▸ Saved data entries
· · ·

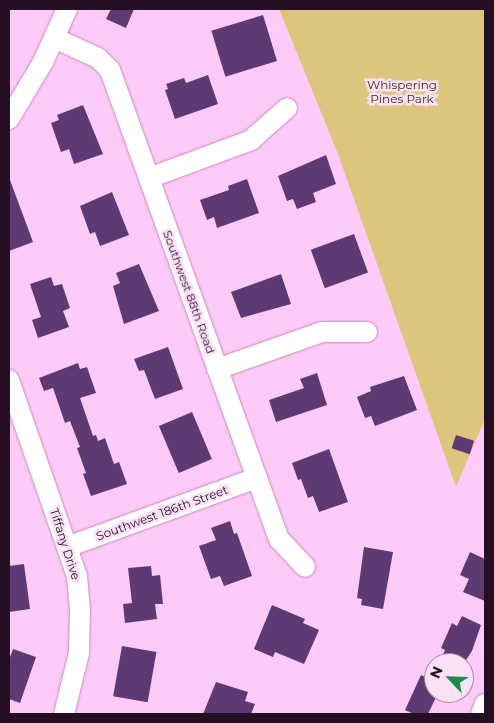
<!DOCTYPE html>
<html>
<head>
<meta charset="utf-8">
<style>
  body { margin:0 }
  #map { position:relative; width:494px; height:723px; overflow:hidden; background:#fecaf7; font-family:Montserrat,sans-serif }
  div>[style] { position:absolute }
  .green>* { inset:0; background:#dec57e }
  .building>* { inset:0; background:#5d3a74; transform-origin:0 0 }
  .roads { filter:drop-shadow(0 0 1px #c78bc0) drop-shadow(0 0 1px #c78bc0) }
  .minor>* { height:20px; margin:-10px; padding:0 10px; transform-origin:10px; border-radius:10px; background:#fff }
  span { translate:-50% -50%; white-space:nowrap; text-align:center; line-height:1.15; -webkit-text-stroke:5px #fbe1f7; paint-order:stroke }
  .park-label { font-size:12px; color:#3f3104 }
  .street-label { font-size:12px; color:#250f23 }
  .frame { position:absolute; inset:0; border:10px solid #250f23; pointer-events:none }
  .north { position:absolute; left:424px; top:653px; width:50px; height:50px; box-sizing:border-box; background:#fbe1f7; border:1px solid #a58da2; border-radius:50%; rotate:294deg; font-size:14px; font-weight:700; line-height:20px; text-align:center; color:#250f23 }
  .north::after { content:''; display:block; margin:auto; width:18px; height:22px; background:#1a8d47; clip-path:polygon(50% 0,100% 100%,50% 72%,0 100%) }
</style>
</head>
<body>
<div id="map">
  <div class="green">
    <i style="clip-path:polygon(279px 9px,485px 9px,485px 419px,456px 487px,338px 154px)"></i>
  </div>
  <div class="building">
    <i style="clip-path:polygon(111px 9px,134px 9px,126px 28px,106px 19px)"></i>
    <i style="left:263px;top:15px;width:48px;height:54px;rotate:73deg"></i>
    <i style="clip-path:polygon(208px 75px,218px 104px,175px 119px,165px 90px,168px 89px,166px 84px,184px 78px,186px 83px)"></i>
    <i style="clip-path:polygon(83px 105px,103px 154px,74px 164px,69px 149px,61px 152px,51px 123px,59px 120px,57px 115px)"></i>
    <i style="clip-path:polygon(326px 155px,336px 184px,313px 193px,316px 202px,297px 209px,293px 199px,287px 201px,278px 176px)"></i>
    <i style="clip-path:polygon(247px 179px,259px 213px,217px 228px,214px 217px,207px 220px,200px 200px,229px 190px,228px 186px)"></i>
    <i style="clip-path:polygon(10px 180px,33px 242px,9px 251px,9px 181px)"></i>
    <i style="clip-path:polygon(112px 192px,129px 235px,100px 246px,95px 232px,90px 234px,80px 206px)"></i>
    <i style="left:354px;top:234px;width:41px;height:46px;rotate:70deg"></i>
    <i style="clip-path:polygon(139px 264px,159px 311px,124px 324px,113px 286px,120px 283px,116px 273px)"></i>
    <i style="clip-path:polygon(281px 274px,291px 304px,241px 318px,231px 292px)"></i>
    <i style="clip-path:polygon(51px 277px,54px 286px,62px 284px,70px 308px,63px 311px,69px 327px,38px 338px,32px 320px,41px 317px,30px 284px)"></i>
    <i style="clip-path:polygon(168px 347px,183px 389px,155px 399px,144px 370px,139px 371px,134px 359px)"></i>
    <i style="clip-path:polygon(78px 363px,80px 369px,87px 367px,96px 393px,80px 398px,93px 436px,96px 435px,98px 441px,105px 438px,114px 464px,119px 462px,127px 484px,91px 496px,83px 474px,86px 473px,77px 448px,80px 447px,70px 421px,65px 423px,53px 388px,44px 391px,39px 378px)"></i>
    <i style="clip-path:polygon(317px 373px,327px 405px,276px 422px,269px 400px,304px 388px,300px 379px)"></i>
    <i style="clip-path:polygon(404px 376px,417px 410px,375px 426px,371px 416px,365px 418px,357px 397px,371px 391px,370px 387px)"></i>
    <i style="left:192px;top:412px;width:51px;height:36px;rotate:67deg"></i>
    <i style="left:456px;top:435px;width:19px;height:14px;rotate:18deg"></i>
    <i style="clip-path:polygon(329px 449px,348px 502px,319px 512px,313px 496px,308px 498px,301px 479px,298px 480px,292px 463px)"></i>
    <i style="clip-path:polygon(230px 521px,234px 534px,237px 533px,252px 576px,224px 586px,220px 576px,211px 579px,199px 546px,216px 540px,211px 528px)"></i>
    <i style="clip-path:polygon(364px 547px,393px 552px,383px 609px,361px 605px,362px 599px,357px 598px)"></i>
    <i style="clip-path:polygon(470px 552px,485px 559px,485px 601px,463px 592px,469px 579px,460px 575px)"></i>
    <i style="clip-path:polygon(24px 564px,30px 609px,9px 612px,9px 566px)"></i>
    <i style="clip-path:polygon(151px 566px,152px 576px,160px 575px,163px 604px,155px 604px,157px 619px,125px 623px,123px 604px,132px 603px,128px 568px)"></i>
    <i style="clip-path:polygon(272px 605px,305px 619px,303px 623px,319px 630px,304px 664px,275px 652px,273px 657px,254px 649px)"></i>
    <i style="clip-path:polygon(462px 616px,481px 625px,472px 651px,464px 663px,440px 663px,445px 650px,441px 648px,452px 623px,457px 626px)"></i>
    <i style="left:122px;top:646px;width:35px;height:51px;rotate:10deg"></i>
    <i style="clip-path:polygon(13px 649px,36px 657px,20px 703px,9px 699px,9px 660px)"></i>
    <i style="clip-path:polygon(421px 675px,434px 681px,434px 693px,438px 693px,428px 714px,414px 714px,405px 710px)"></i>
    <i style="clip-path:polygon(216px 682px,248px 692px,245px 701px,255px 704px,251px 714px,203px 714px)"></i>
  </div>
  <div class="roads">
    <div class="minor">
      <i style="left:54px;top:38px;width:48px;rotate:24.4deg"></i>
      <i style="left:98px;top:58px;width:17px;rotate:45deg"></i>
      <i style="left:110px;top:70px;width:499px;rotate:70.2deg"></i>
      <i style="left:279px;top:539px;width:38px;rotate:47deg"></i>
      <i style="left:9px;top:119px;width:66px;rotate:-59.2deg"></i>
      <i style="left:43px;top:62px;width:58px;rotate:-65.6deg"></i>
      <i style="left:149px;top:178px;width:109px;rotate:-20.4deg"></i>
      <i style="left:251px;top:140px;width:48px;rotate:-41.6deg"></i>
      <i style="left:217px;top:369px;width:111px;rotate:-19.4deg"></i>
      <i style="left:322px;top:332px;width:45px"></i>
      <i style="left:9px;top:380px;width:207px;rotate:70.9deg"></i>
      <i style="left:77px;top:576px;width:33px;rotate:85deg"></i>
      <i style="left:80px;top:609px;width:44px;rotate:91.3deg"></i>
      <i style="left:79px;top:653px;width:63px;rotate:103.8deg"></i>
      <i style="left:67px;top:547px;width:202px;rotate:-20deg"></i>
      <i style="left:481px;top:714px;width:11px;rotate:-68deg"></i>
    </div>
  </div>
  <div class="park-label">
    <span style="left:402px;top:92px">Whispering<br>Pines Park</span>
  </div>
  <div class="street-label">
    <span style="left:189px;top:292px;rotate:70deg">Southwest 88th Road</span>
    <span style="left:162px;top:513px;rotate:-20deg">Southwest 186th Street</span>
    <span style="left:65px;top:544px;rotate:72deg">Tiffany Drive</span>
  </div>
  <div class="frame"></div>
  <div class="north">N</div>
</div>
</body>
</html>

· · ·

▸ EXERCISE REQUIREMENTS
Go through the entries above, and wherever a line holds the word "background", copy that line.

▸ YOUR SOLUTION
  #map { position:relative; width:494px; height:723px; overflow:hidden; background:#fecaf7; font-family:Montserrat,sans-serif }
  .green>* { inset:0; background:#dec57e }
  .building>* { inset:0; background:#5d3a74; transform-origin:0 0 }
  .minor>* { height:20px; margin:-10px; padding:0 10px; transform-origin:10px; border-radius:10px; background:#fff }
  .north { position:absolute; left:424px; top:653px; width:50px; height:50px; box-sizing:border-box; background:#fbe1f7; border:1px solid #a58da2; border-radius:50%; rotate:294deg; font-size:14px; font-weight:700; line-height:20px; text-align:center; color:#250f23 }
  .north::after { content:''; display:block; margin:auto; width:18px; height:22px; background:#1a8d47; clip-path:polygon(50% 0,100% 100%,50% 72%,0 100%) }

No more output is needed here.